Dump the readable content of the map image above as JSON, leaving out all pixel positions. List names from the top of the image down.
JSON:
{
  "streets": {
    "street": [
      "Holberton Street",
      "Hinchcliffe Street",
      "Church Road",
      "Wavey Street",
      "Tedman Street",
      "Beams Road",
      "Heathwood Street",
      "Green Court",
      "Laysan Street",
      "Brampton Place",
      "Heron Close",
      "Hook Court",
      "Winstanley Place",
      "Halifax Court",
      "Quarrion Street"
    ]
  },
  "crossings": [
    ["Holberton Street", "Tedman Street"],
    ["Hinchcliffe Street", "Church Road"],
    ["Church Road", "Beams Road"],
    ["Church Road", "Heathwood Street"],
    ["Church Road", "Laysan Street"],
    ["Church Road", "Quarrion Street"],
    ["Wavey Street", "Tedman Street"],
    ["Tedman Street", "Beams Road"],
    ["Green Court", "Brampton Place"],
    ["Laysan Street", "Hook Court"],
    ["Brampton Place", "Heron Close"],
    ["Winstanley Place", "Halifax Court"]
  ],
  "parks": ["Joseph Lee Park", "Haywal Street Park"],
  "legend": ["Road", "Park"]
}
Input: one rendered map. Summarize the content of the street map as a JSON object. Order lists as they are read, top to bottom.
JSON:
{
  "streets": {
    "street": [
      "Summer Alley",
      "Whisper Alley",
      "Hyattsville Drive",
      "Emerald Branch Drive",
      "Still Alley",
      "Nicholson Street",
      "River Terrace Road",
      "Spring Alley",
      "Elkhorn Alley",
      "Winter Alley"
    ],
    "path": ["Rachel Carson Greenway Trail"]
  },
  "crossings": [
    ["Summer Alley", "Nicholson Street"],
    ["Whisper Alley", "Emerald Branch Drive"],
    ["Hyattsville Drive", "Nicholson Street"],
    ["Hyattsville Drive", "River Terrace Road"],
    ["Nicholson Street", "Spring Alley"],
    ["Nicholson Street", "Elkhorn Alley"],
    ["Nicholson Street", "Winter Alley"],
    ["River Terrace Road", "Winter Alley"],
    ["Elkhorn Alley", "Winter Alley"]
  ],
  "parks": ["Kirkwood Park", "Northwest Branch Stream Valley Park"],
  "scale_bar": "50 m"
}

****************

Go through the entries. Report every line that contains the word "Whisper".

      "Whisper Alley",
    ["Whisper Alley", "Emerald Branch Drive"],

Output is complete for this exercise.